*** Begin section ***

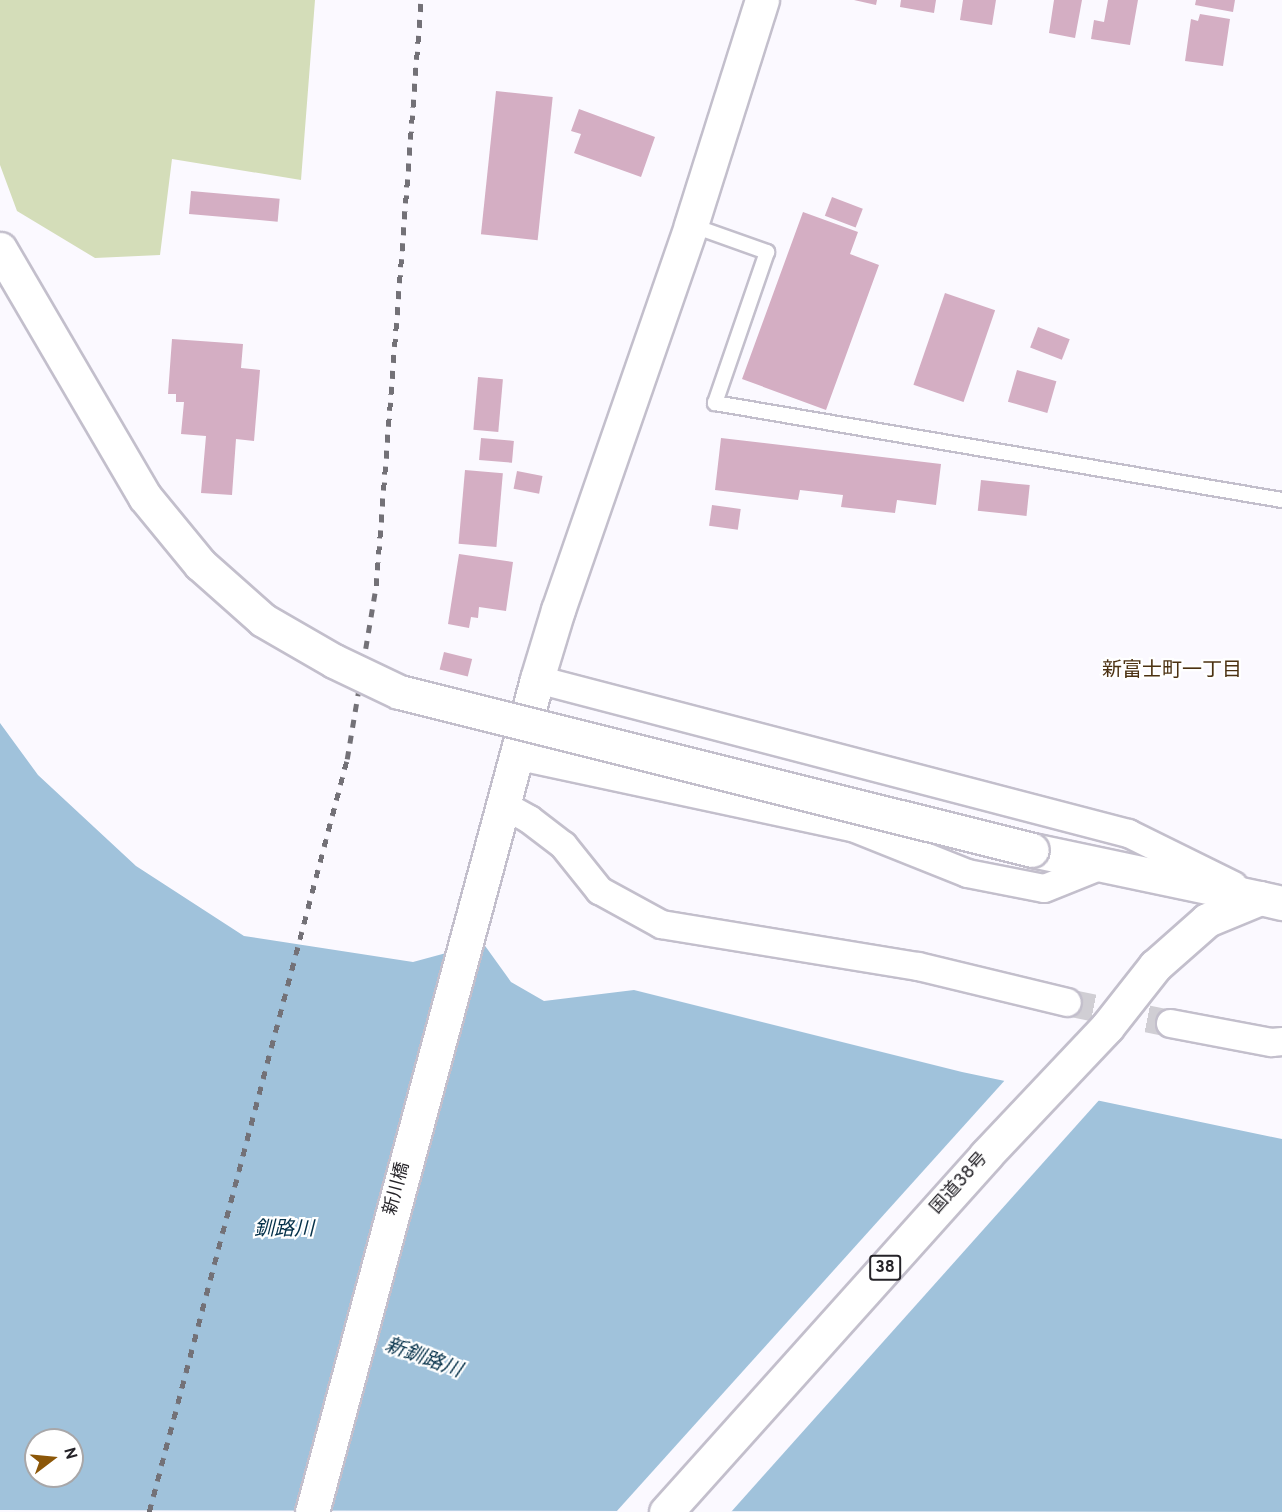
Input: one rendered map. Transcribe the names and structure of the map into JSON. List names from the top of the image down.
{
  "streets": {
    "main road": ["国道38号", "新川橋", "38"]
  },
  "districts": ["新富士町一丁目"],
  "water": ["釧路川", "新釧路川"],
  "north": "right"
}
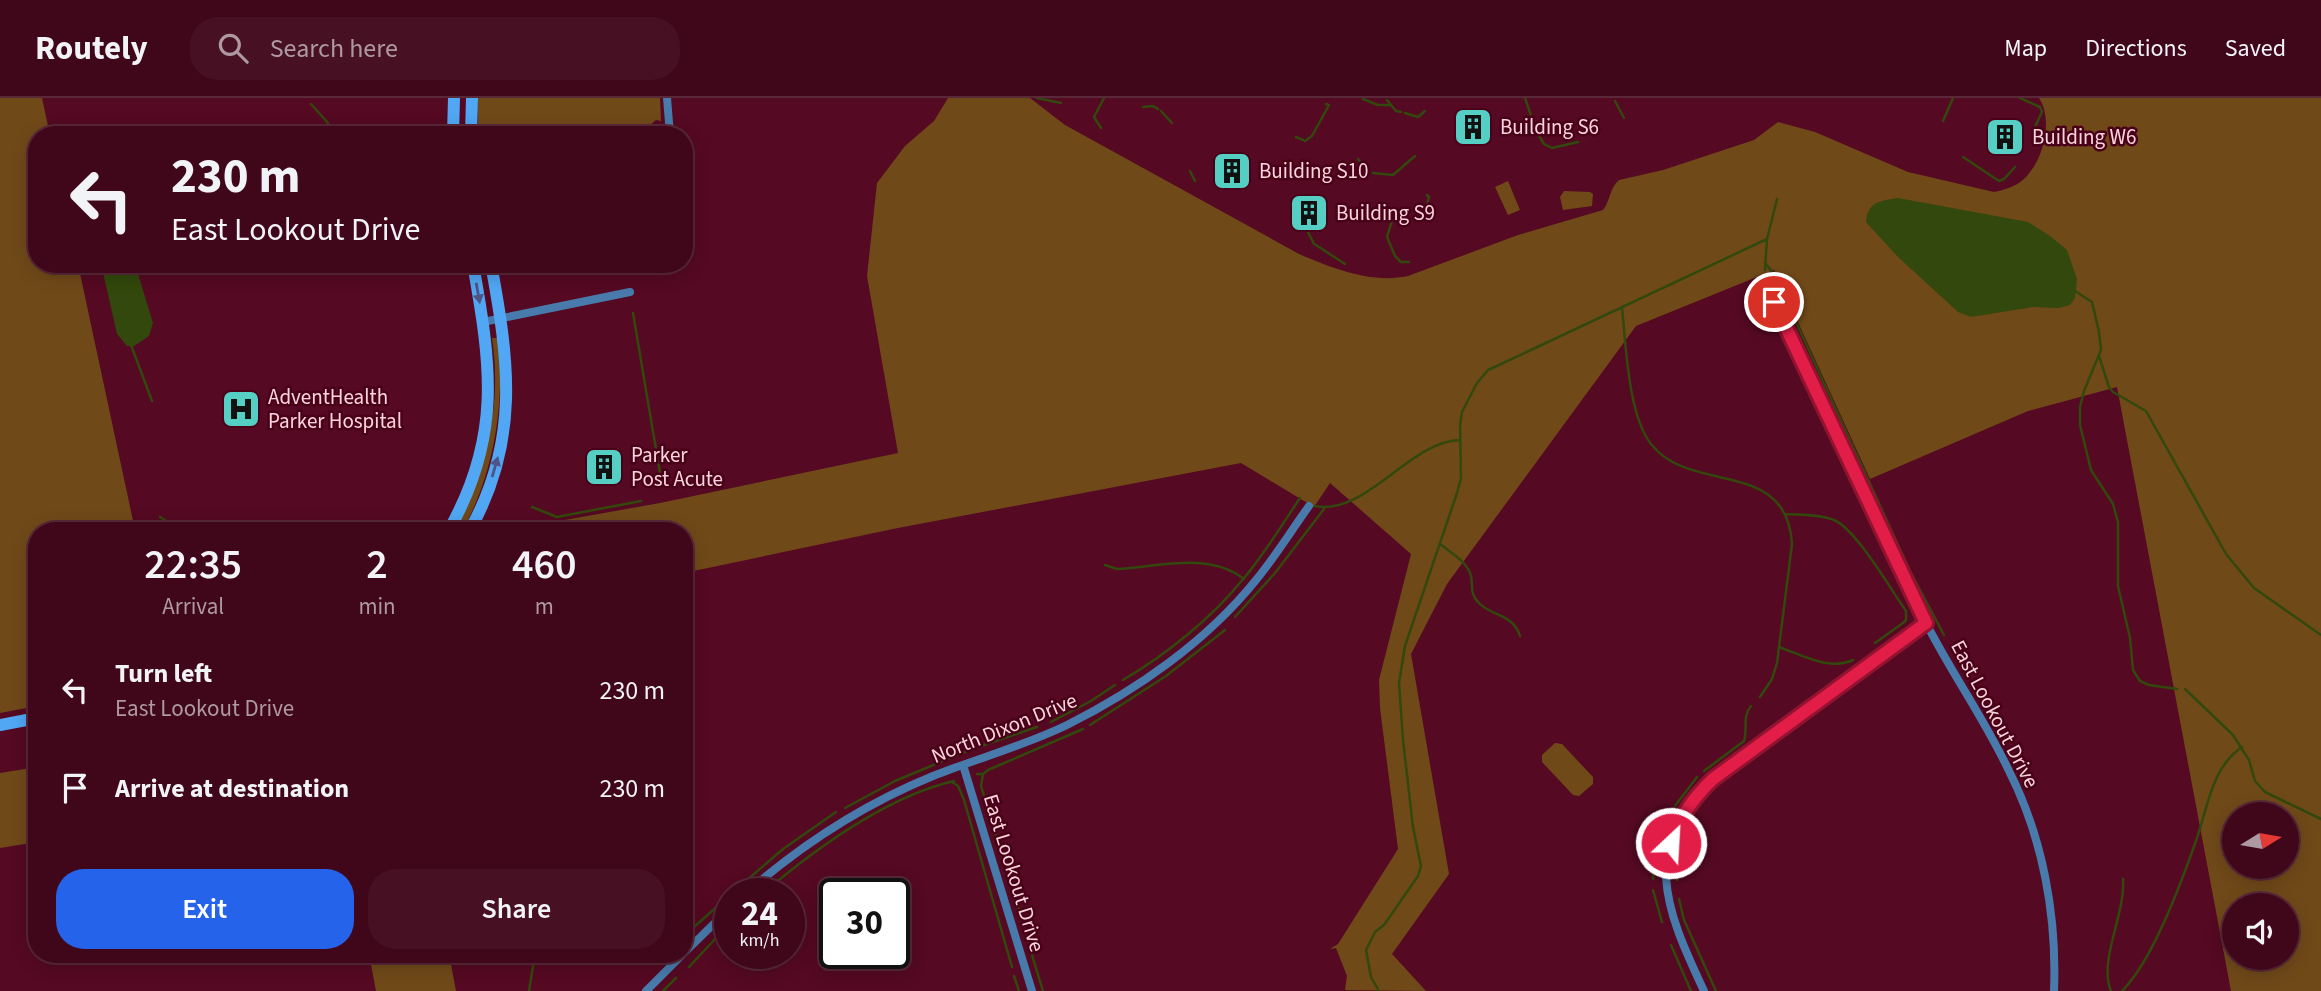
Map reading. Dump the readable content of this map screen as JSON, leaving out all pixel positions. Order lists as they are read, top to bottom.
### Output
{
  "streets": {
    "street": ["East Lookout Drive", "North Dixon Drive"]
  },
  "crossings": [
    ["East Lookout Drive", "North Dixon Drive"]
  ],
  "places": {
    "building": [
      "Building S6",
      "Building W6",
      "Building S10",
      "Building S9",
      "Parker Post Acute"
    ],
    "hospital": ["AdventHealth Parker Hospital"]
  },
  "north": "right",
  "page": {
    "header": "Routely",
    "search": "Search here",
    "nav": ["Map", "Directions", "Saved"],
    "turn": ["230 m", "East Lookout Drive"],
    "eta": [
      "22:35",
      "Arrival",
      "2",
      "min",
      "460",
      "m"
    ],
    "list": [
      {
        "name": "Turn left",
        "note": "East Lookout Drive",
        "value": "230 m"
      },
      {
        "name": "Arrive at destination",
        "value": "230 m"
      }
    ],
    "buttons": ["Exit", "Share"],
    "speed": "24 km/h",
    "limit": "30"
  }
}
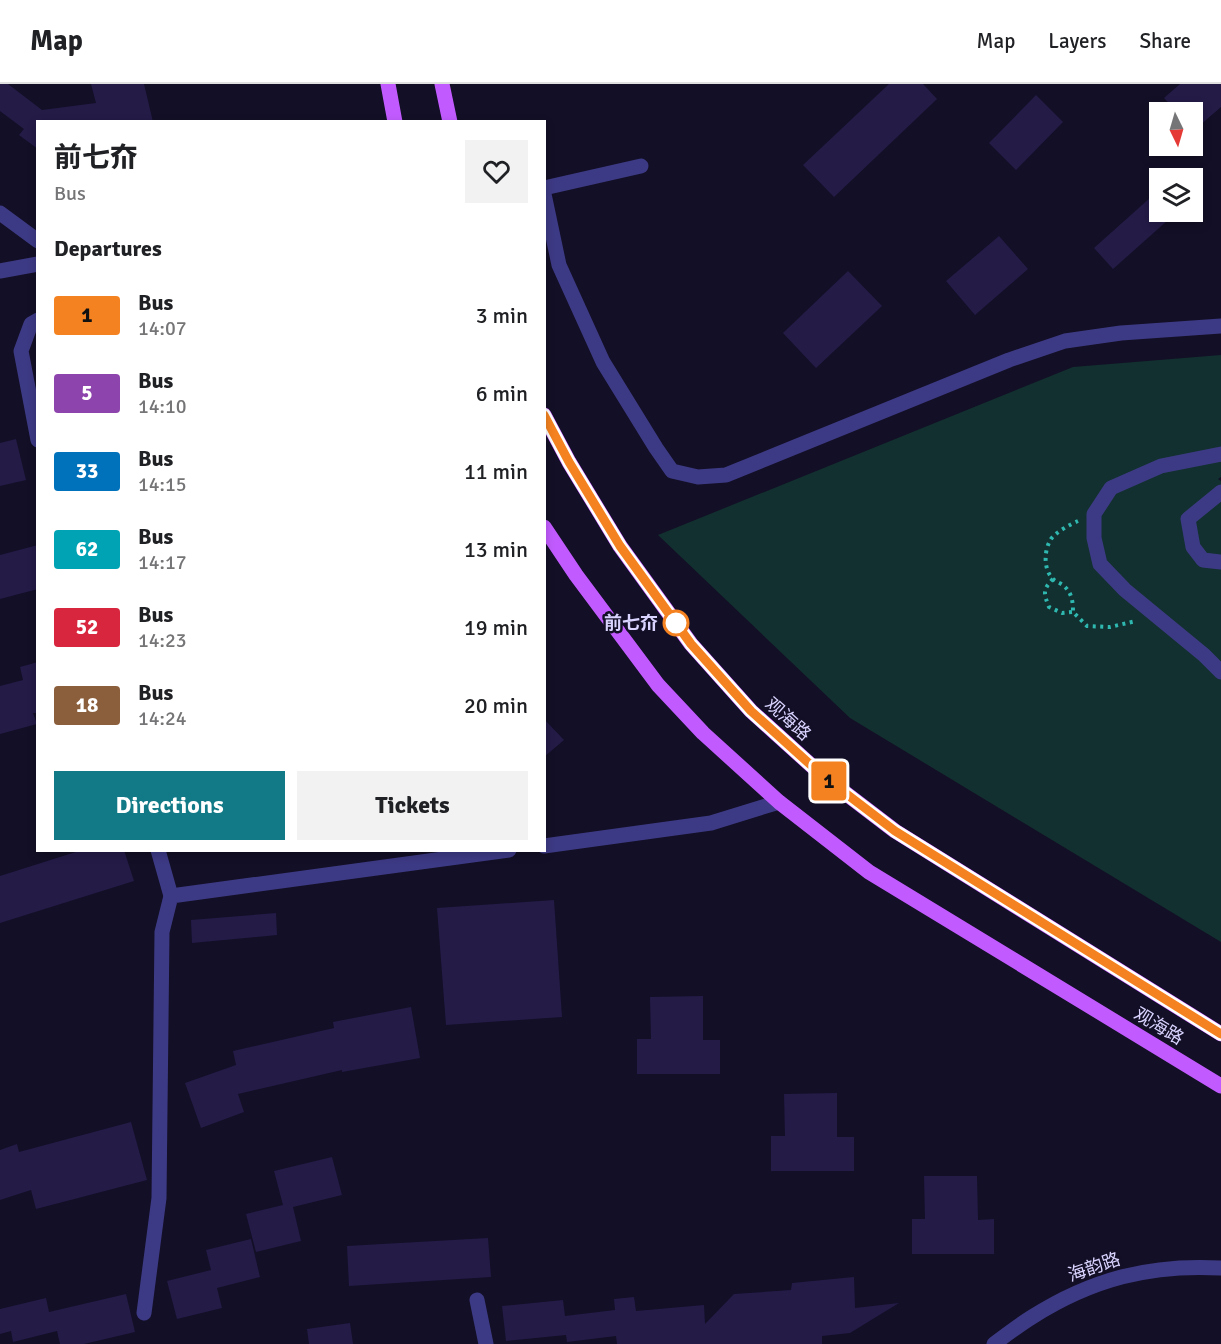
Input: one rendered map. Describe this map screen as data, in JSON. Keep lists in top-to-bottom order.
{
  "streets": {
    "main road": ["观海路"],
    "street": ["海韵路"]
  },
  "places": ["前七夼"],
  "lines": ["bus line 1"],
  "north": "bottom",
  "page": {
    "header": "Map",
    "nav": ["Map", "Layers", "Share"],
    "on_map": "1",
    "heading": [
      ["前七夼", "Bus"],
      "Departures"
    ],
    "list": [
      {
        "mark": "1",
        "name": "Bus",
        "note": "14:07",
        "value": "3 min"
      },
      {
        "mark": "5",
        "name": "Bus",
        "note": "14:10",
        "value": "6 min"
      },
      {
        "mark": "33",
        "name": "Bus",
        "note": "14:15",
        "value": "11 min"
      },
      {
        "mark": "62",
        "name": "Bus",
        "note": "14:17",
        "value": "13 min"
      },
      {
        "mark": "52",
        "name": "Bus",
        "note": "14:23",
        "value": "19 min"
      },
      {
        "mark": "18",
        "name": "Bus",
        "note": "14:24",
        "value": "20 min"
      }
    ],
    "buttons": ["Directions", "Tickets"]
  }
}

*** End section ***

— TASK ITEM —
Once the pictures are set aside, copy the remaining text of every entry exactly.

— SOLUTION —
Input: one rendered map. Transcribe the names and structure of the map into JSON. List names from the top of the image down.
{
  "streets": {
    "main road": ["国道38号", "新川橋", "38"]
  },
  "districts": ["新富士町一丁目"],
  "water": ["釧路川", "新釧路川"],
  "north": "right"
}
Map reading. Dump the readable content of this map screen as JSON, leaving out all pixel positions. Order lists as they are read, top to bottom.
### Output
{
  "streets": {
    "street": ["East Lookout Drive", "North Dixon Drive"]
  },
  "crossings": [
    ["East Lookout Drive", "North Dixon Drive"]
  ],
  "places": {
    "building": [
      "Building S6",
      "Building W6",
      "Building S10",
      "Building S9",
      "Parker Post Acute"
    ],
    "hospital": ["AdventHealth Parker Hospital"]
  },
  "north": "right",
  "page": {
    "header": "Routely",
    "search": "Search here",
    "nav": ["Map", "Directions", "Saved"],
    "turn": ["230 m", "East Lookout Drive"],
    "eta": [
      "22:35",
      "Arrival",
      "2",
      "min",
      "460",
      "m"
    ],
    "list": [
      {
        "name": "Turn left",
        "note": "East Lookout Drive",
        "value": "230 m"
      },
      {
        "name": "Arrive at destination",
        "value": "230 m"
      }
    ],
    "buttons": ["Exit", "Share"],
    "speed": "24 km/h",
    "limit": "30"
  }
}
Input: one rendered map. Describe this map screen as data, in JSON. Keep lists in top-to-bottom order.
{
  "streets": {
    "main road": ["观海路"],
    "street": ["海韵路"]
  },
  "places": ["前七夼"],
  "lines": ["bus line 1"],
  "north": "bottom",
  "page": {
    "header": "Map",
    "nav": ["Map", "Layers", "Share"],
    "on_map": "1",
    "heading": [
      ["前七夼", "Bus"],
      "Departures"
    ],
    "list": [
      {
        "mark": "1",
        "name": "Bus",
        "note": "14:07",
        "value": "3 min"
      },
      {
        "mark": "5",
        "name": "Bus",
        "note": "14:10",
        "value": "6 min"
      },
      {
        "mark": "33",
        "name": "Bus",
        "note": "14:15",
        "value": "11 min"
      },
      {
        "mark": "62",
        "name": "Bus",
        "note": "14:17",
        "value": "13 min"
      },
      {
        "mark": "52",
        "name": "Bus",
        "note": "14:23",
        "value": "19 min"
      },
      {
        "mark": "18",
        "name": "Bus",
        "note": "14:24",
        "value": "20 min"
      }
    ],
    "buttons": ["Directions", "Tickets"]
  }
}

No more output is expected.